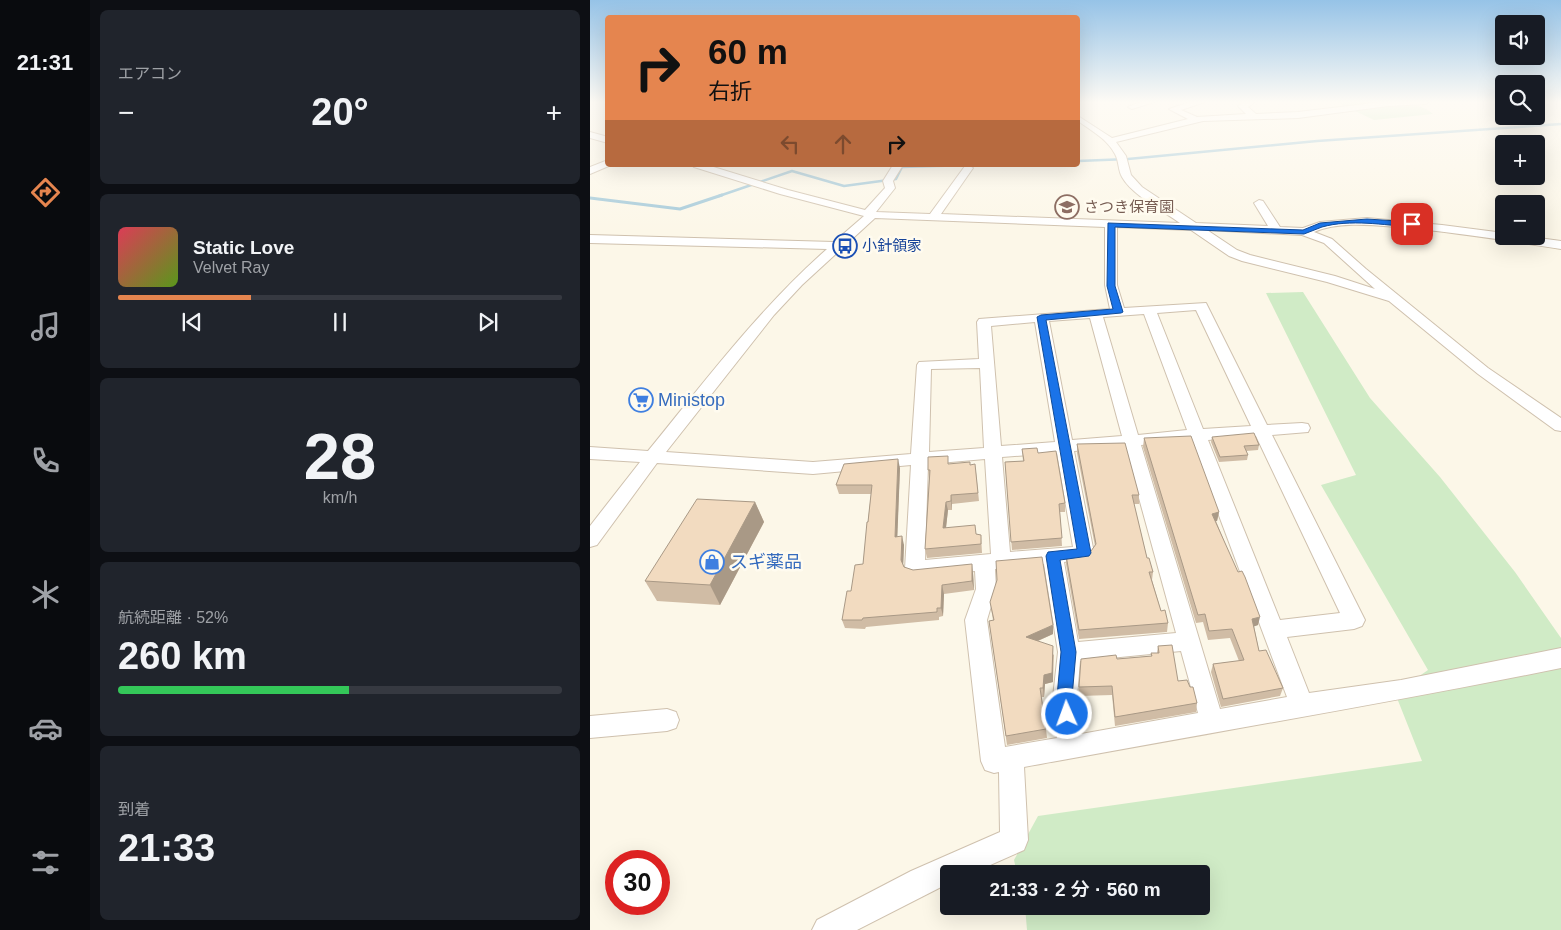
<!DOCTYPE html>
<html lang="ja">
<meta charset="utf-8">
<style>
:root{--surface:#171b24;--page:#20242c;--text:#f1f3f6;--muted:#9ea1a6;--line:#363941;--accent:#e5854f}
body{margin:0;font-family:Helvetica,"Noto Sans JP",sans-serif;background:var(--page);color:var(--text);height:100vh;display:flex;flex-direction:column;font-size:19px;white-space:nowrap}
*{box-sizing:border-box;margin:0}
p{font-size:16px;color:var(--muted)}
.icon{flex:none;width:28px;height:28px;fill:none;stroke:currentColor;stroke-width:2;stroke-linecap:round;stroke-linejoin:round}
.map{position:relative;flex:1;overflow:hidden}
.side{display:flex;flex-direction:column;gap:10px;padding:10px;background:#0d0f14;width:500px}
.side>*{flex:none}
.top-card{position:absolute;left:15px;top:15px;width:475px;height:152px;border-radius:5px;box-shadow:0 5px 20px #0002;background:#e5854f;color:#111;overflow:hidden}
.fabs{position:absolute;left:905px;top:15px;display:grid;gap:10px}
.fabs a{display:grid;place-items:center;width:50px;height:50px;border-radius:5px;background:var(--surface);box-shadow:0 5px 20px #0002;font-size:25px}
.speed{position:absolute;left:15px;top:850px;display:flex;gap:10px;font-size:25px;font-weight:700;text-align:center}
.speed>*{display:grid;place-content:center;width:65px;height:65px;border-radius:50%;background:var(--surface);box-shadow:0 5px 20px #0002;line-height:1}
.speed .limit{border:8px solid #d22;background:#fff;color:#111}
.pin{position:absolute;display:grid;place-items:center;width:42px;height:42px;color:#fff;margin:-21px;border-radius:10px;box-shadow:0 2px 8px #0006}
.me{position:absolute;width:55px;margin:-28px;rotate:358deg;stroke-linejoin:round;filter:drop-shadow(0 0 4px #0008)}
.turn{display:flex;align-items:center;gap:18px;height:105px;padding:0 20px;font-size:22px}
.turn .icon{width:65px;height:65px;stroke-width:2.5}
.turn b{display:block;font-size:35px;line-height:42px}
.lanes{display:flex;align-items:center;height:48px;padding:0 20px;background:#0003;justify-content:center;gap:25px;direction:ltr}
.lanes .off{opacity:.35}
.big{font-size:38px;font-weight:600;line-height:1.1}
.side .card{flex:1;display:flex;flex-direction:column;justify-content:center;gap:8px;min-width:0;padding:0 18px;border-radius:8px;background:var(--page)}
.side .dial{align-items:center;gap:0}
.dial b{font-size:65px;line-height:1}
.song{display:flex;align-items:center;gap:15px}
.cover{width:60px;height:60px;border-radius:8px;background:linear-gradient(135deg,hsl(350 70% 55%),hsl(90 70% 35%))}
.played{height:5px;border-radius:2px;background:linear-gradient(90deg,var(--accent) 30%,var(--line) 30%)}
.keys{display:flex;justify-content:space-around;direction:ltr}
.heat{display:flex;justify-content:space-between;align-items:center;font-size:28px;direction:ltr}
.charge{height:8px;border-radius:4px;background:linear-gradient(90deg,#34c759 52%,var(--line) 0)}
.trip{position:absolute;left:350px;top:865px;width:270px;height:50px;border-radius:5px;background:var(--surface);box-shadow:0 5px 20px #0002;font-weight:600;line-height:50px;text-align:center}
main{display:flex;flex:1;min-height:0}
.tabs{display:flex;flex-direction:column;width:90px;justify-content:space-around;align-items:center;background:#090b0e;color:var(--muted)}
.tabs .icon{width:35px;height:35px}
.tabs .selected{color:var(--accent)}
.tabs b{font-size:22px;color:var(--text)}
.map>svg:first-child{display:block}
.green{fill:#d0ebc6}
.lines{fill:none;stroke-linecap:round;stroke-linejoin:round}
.stream-far1{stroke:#a2c8d8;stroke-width:2.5}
.stream{stroke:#a2c8d8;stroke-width:3}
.minor-casing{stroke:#cfc1ae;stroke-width:2}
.minor{fill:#fff;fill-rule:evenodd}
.wall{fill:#d0bca5}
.shaded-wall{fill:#a99986}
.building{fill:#f2dbc0;stroke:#a99986}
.route{fill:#1a73e8;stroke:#114b97}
.labels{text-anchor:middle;stroke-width:5;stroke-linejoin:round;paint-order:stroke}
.far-education-label{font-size:15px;fill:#785e54;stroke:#fffbef;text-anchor:start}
.far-transit-label{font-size:15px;fill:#164399;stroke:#fffbef;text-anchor:start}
.shop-label{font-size:18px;fill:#366cbe;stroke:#fffbef;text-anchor:start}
</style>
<main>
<nav class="tabs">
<b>21:31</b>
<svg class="icon selected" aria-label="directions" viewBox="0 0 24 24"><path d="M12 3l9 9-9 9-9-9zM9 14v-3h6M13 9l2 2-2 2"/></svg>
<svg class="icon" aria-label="music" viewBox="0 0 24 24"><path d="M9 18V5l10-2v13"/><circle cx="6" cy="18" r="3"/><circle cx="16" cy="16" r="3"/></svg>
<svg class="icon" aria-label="phone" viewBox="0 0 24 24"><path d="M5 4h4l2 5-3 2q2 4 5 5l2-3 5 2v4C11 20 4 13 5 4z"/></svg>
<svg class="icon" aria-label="climate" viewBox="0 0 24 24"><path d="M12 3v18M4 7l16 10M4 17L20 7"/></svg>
<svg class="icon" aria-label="car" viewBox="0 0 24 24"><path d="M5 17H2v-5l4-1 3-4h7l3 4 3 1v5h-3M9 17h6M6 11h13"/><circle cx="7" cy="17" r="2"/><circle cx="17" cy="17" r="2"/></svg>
<svg class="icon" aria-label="filters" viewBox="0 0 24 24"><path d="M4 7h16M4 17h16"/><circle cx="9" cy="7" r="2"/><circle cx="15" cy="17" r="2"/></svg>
</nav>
<section class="side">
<div class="card"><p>エアコン</p>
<div class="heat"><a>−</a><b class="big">20°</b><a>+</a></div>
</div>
<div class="card">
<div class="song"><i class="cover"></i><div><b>Static Love</b><p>Velvet Ray</p></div></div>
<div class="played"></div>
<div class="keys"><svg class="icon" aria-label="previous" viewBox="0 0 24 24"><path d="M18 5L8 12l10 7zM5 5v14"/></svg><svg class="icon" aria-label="pause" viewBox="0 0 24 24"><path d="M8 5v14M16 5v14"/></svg><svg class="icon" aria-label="next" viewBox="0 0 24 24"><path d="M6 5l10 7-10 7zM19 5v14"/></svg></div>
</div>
<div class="card dial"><b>28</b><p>km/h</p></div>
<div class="card"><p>航続距離 · 52%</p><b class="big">260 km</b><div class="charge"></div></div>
<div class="card"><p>到着</p><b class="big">21:33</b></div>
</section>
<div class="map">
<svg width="971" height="930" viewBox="0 0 971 930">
<rect width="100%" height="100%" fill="#fcf7e8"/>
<!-- green -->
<g class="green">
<path d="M746,102h52c18,8 27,-3 45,12l-59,6z"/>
<polygon points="713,292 780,398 850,477 925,572 971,638 971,930 437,930 435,906 611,906 611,874 427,874 424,860 448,816 832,761 805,693 838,670 731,485 766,475 676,293"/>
</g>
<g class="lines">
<!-- stream-far1 -->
<g class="stream-far1">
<polyline points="488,161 538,159 727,141 971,124"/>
<polyline points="129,196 202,171 254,186 306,179 312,167 380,165"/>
</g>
<!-- stream -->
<polyline class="stream" points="0,198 90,209 132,195"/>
<!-- minor casing -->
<g class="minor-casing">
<g id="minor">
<polygon points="550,102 564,102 542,109 538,107"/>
<path d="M600,102h15l-24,8 16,7 49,-3 -8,-8 5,-4h12l-7,5 8,7 42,-2 84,-10h47l-4,2 -37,2 -90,12 -95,3 -87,21 10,14 5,19 11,12 54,36 72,3 -14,-23 5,-3 4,1 17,26 23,1 17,-6 47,-4 75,7 62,8v3h20l37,5v8c-51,-8 -101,-16 -152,-21 -29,-2 -68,-8 -95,4l18,7 34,30 122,99 73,50v13l-6,-1 -77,-56 -89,-73 -62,-19 -85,-21 -13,-5 -38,-26 -74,-3v58l7,23 82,-5 61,122 35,-2 6,1 2,4 -2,4 -36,3 93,185 -3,6 -8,3 -67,8 22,56 92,-13 160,-32v20c-178,36 -358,66 -537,99l4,73 -4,10 -54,24h-21v9l-92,47h-45l5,-10 94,-49 89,-39 -1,-60 -5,1 -9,-3 -4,-9 -16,-141 11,-31 -1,-18 -60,6 -7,-2 -3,-6 6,-104 -98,9 -156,-11 -60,82 -7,2v-21l50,-64 -50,-3v-12l58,4c57,-70 111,-142 179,-202l-237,-6v-8l244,7 30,-26 -84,-22 -86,-27 -2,-2h15l81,25 77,20 20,-22 -2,-7 10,-16h10l-10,16 2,7 -19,24 54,2 35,-48 3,-1 5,3 -32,46 239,9c-17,-12 -48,-28 -58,-46 -4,-7 -3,-16 -7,-23 -8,-15 -23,-23 -37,-33v-5l34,22 76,-19 -19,-10zM285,218l230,9v58l5,24 -131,10 -2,3 2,37 -60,3 -2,3 -6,89 -98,8 -147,-10 108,-137 28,-30zM617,230l95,5 22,8 51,46 -40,-13 -85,-21 -13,-5zM606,310l55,116 -48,3 -46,-116zM554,314l43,116 -49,5 -35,-118zM500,318l32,118 -50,4 -23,-119zM445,322l20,120 -54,4 -10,-120zM390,368l4,80 -55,4 2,-83zM666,436l84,177 -60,7 -72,-180zM601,441l96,256 -67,12 -79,-264zM535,447l51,186 -98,9 -14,-80 27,-4 3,-5 -20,-102zM467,453l16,94 -63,5 -8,-95zM395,459l6,95 -66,6 3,-96zM454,564l14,88 -5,45 4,41 -52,9 -18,-127 9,-31 -1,-20zM591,651l17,62 -117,21 -4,-37 3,-36z"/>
<polygon points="0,132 18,137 18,143 0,138"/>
<polygon points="18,160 18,165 21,165 0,174 0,167"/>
<polygon points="77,709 86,712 89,720 86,728 77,731 0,738 0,716"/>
</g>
</g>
<!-- minor -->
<use href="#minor" class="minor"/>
</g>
<!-- wall -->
<g class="wall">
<polygon points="622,437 669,445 668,450 656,451 658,455 657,460 629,462 621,442"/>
<polygon points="554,438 629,512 627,521 626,521 668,625 664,626 669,651 693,688 690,696 631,707 621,672 623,664 649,661 640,638 618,640 613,622 606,623 553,447"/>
<polygon points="487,444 549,495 549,504 544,504 557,558 563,572 562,580 571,611 578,623 577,632 489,639 476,564 476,555 501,551 505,546 487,453"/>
<polygon points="432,449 448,453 475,503 475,512 470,512 472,546 422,550 415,462 433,461"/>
<polygon points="359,464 380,465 386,472 389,501 362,504 362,510 358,510 356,528 391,535 392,553 337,558 335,549 339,479 338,470"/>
<polygon points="310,468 307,537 314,545 313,565 314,567 323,570 383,573 384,590 354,594 353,616 349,617 349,620 276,627 275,629 255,628 252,620 261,591 273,564 281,494 249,494 246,485"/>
<polygon points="165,502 174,522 130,605 67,601 55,581"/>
<polygon points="400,602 463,634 448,641 464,655 463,682 455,684 454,697 451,697 456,729 457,738 417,745 399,621 403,620"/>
<polygon points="568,646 588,681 607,703 606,712 525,726 522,695 489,696 489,687 527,659 561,656 561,653 567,653"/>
</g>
<!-- shaded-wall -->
<g class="shaded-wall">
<polygon points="308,459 310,468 307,546 305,537"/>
<polygon points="361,495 362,504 362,510 361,501"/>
<polygon points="165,502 174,522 130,605 120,585"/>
<polygon points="356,502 358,510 355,536 353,528"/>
<polygon points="629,512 627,521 621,522 622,514"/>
<polygon points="312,536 314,545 313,569 311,560"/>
<polygon points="382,564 383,573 384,590 382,581"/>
<polygon points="352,585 354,594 353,616 351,608"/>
<polygon points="670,617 668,625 660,628 662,619"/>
<polygon points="463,625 463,634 436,646 436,637"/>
<polygon points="463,646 463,682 455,684 454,697 453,688 454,675"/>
</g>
<!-- building -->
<g class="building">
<polygon points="664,433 669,445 654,446 658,455 630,457 622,437"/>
<polygon points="601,436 629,512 622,514 648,572 652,571 655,577 670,617 662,619 669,651 676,650 693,688 633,699 623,664 654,660 642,629 619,631 615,614 608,615 554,438"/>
<polygon points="535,443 549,495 542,495 557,558 559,558 563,572 559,572 571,611 575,610 578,623 489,630 476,555 501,551 506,544 487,444"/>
<polygon points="447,448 448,453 466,451 475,503 469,504 472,538 421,542 415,462 434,461 432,449"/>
<polygon points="358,456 358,464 380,462 380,465 385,464 388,493 361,495 361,501 356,502 353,528 385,525 386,534 391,535 391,544 335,549 340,470 338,470 338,457"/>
<polygon points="308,459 305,537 312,536 311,560 314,567 323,570 382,564 382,581 352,585 351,608 347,608 347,612 273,618 272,620 252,620 257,591 261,591 265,565 273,564 277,522 278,522 282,485 246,485 254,464"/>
<polygon points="107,499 165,502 120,585 55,581"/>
<polygon points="452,557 463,625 436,637 463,646 462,673 454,675 453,688 450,688 456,729 416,736 399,621 404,620 400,602 407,580 406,561"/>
<polygon points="582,645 588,681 597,680 600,687 603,687 607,703 525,717 522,686 489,687 491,659 526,655 527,659 562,656 561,653 569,653 568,646"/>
</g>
<!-- sky -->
<linearGradient id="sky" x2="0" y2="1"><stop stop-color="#96c3e7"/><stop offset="0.44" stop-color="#fefbf5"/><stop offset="1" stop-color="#fefbf5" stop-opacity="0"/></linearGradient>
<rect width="971" height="232" fill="url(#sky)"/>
<!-- route -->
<path class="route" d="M777,219l45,3 4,2 -4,3c-28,-2 -62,-8 -90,0 -6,2 -12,5 -18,7l-189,-7v59l8,26 -2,1 -75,7 45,233 -2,3 -29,4 16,92 -4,45 2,17 -2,5 -5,2 -6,-2 -4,-22 4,-45 -15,-96 2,-4 29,-3 -40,-232 4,-2 72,-6 -6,-23 1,-63 195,7 17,-7z"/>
<!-- icons -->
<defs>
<g id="school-ring" transform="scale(1.25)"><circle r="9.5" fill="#fffbef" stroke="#8d6e63" stroke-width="1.5"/><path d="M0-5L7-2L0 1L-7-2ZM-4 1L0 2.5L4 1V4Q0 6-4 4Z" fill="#8d6e63"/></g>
<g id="bus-ring" transform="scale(1.25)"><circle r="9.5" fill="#fffbef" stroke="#1a4fb4" stroke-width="1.5"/><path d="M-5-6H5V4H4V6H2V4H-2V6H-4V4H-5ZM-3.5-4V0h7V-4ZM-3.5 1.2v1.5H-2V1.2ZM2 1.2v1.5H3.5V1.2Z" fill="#1a4fb4"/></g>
<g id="supermarket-ring" transform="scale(1.25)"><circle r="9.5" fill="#fffbef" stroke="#3f7fe0" stroke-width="1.5"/><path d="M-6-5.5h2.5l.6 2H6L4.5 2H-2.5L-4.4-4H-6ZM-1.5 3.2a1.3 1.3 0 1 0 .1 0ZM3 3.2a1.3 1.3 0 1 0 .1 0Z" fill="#3f7fe0"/></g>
<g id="shop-ring" transform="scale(1.25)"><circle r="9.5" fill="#fffbef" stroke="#3f7fe0" stroke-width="1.5"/><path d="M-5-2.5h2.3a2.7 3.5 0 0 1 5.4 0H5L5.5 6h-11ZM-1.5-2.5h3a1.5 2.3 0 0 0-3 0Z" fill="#3f7fe0"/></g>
</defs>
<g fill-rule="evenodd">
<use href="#school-ring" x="477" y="207"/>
<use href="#bus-ring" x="255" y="246"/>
<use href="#supermarket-ring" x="51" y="400"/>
<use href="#shop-ring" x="122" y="562"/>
</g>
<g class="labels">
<!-- far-education labels -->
<g class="far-education-label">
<text x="494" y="212">さつき保育園</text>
</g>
<!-- far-transit labels -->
<g class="far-transit-label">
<text x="272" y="251">小針領家</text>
</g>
<!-- shop labels -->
<g class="shop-label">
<text x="68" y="406">Ministop</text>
<text x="140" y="568">スギ薬品</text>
</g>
</g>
</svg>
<div class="fabs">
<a><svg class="icon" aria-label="sound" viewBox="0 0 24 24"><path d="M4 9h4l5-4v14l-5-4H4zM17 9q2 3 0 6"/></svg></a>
<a><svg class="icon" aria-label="search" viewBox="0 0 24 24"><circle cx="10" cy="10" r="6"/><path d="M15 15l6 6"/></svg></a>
<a>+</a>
<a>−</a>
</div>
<div class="speed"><div class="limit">30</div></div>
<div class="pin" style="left:822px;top:224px;background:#d93025"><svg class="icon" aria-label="arrive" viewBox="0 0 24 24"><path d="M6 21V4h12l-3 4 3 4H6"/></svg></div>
<svg class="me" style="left:477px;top:714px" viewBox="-20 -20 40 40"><circle r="17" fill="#1a73e8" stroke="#fff" stroke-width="3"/><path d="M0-11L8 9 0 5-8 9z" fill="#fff"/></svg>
<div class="trip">21:33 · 2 分 · 560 m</div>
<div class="top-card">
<div class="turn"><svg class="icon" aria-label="right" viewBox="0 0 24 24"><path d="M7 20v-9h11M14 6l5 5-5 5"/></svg><div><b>60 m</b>右折</div></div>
<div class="lanes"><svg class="icon off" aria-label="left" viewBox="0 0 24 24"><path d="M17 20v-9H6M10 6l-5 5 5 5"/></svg><svg class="icon off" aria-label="ahead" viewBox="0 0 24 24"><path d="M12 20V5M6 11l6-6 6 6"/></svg><svg class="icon" aria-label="right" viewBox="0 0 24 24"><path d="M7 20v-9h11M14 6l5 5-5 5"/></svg></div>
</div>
</div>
</main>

::::

**TASK TO CARRY OUT:** From the data, work out how many lines include the word "cover"; the reply is that number and nothing else.

**YOUR SOLUTION:** 2